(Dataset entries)
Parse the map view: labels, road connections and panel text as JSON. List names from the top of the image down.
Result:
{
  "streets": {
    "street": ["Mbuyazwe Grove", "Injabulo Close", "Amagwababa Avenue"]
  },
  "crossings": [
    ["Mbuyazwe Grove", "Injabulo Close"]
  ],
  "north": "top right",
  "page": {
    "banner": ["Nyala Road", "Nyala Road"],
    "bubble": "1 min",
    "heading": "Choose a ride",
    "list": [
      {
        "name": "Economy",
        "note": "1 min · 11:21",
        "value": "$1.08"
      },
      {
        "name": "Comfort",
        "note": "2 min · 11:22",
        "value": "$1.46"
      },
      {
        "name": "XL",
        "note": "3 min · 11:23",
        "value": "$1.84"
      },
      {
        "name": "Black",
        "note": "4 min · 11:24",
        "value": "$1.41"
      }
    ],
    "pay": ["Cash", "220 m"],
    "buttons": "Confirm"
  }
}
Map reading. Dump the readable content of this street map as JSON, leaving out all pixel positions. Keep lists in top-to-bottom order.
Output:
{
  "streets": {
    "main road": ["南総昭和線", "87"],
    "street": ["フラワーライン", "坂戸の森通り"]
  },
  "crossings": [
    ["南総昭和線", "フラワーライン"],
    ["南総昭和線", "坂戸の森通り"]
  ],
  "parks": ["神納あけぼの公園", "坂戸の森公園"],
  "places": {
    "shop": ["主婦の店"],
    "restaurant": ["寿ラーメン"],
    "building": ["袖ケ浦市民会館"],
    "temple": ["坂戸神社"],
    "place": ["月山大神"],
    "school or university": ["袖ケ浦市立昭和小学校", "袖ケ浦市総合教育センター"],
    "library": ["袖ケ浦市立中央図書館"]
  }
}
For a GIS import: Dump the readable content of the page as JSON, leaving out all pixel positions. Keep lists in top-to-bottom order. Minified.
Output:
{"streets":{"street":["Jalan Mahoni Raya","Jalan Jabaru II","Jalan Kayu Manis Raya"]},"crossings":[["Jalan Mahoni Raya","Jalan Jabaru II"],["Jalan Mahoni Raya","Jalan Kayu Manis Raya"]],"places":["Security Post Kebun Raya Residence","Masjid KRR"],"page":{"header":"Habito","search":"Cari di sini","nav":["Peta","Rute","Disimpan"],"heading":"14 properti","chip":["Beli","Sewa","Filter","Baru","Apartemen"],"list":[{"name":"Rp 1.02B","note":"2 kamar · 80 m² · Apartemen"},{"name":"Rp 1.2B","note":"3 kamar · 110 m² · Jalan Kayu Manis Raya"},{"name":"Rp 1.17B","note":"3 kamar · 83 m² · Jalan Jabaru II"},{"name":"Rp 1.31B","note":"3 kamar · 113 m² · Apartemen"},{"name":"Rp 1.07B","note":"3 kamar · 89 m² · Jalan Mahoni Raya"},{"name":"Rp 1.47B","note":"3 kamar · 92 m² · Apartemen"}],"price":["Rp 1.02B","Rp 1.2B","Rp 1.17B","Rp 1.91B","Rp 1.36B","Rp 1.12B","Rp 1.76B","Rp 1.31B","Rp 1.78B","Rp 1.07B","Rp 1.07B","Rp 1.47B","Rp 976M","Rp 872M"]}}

[Directions] From the data above, show each line that contains "Dump".

[The answer]
Map reading. Dump the readable content of this street map as JSON, leaving out all pixel positions. Keep lists in top-to-bottom order.
For a GIS import: Dump the readable content of the page as JSON, leaving out all pixel positions. Keep lists in top-to-bottom order. Minified.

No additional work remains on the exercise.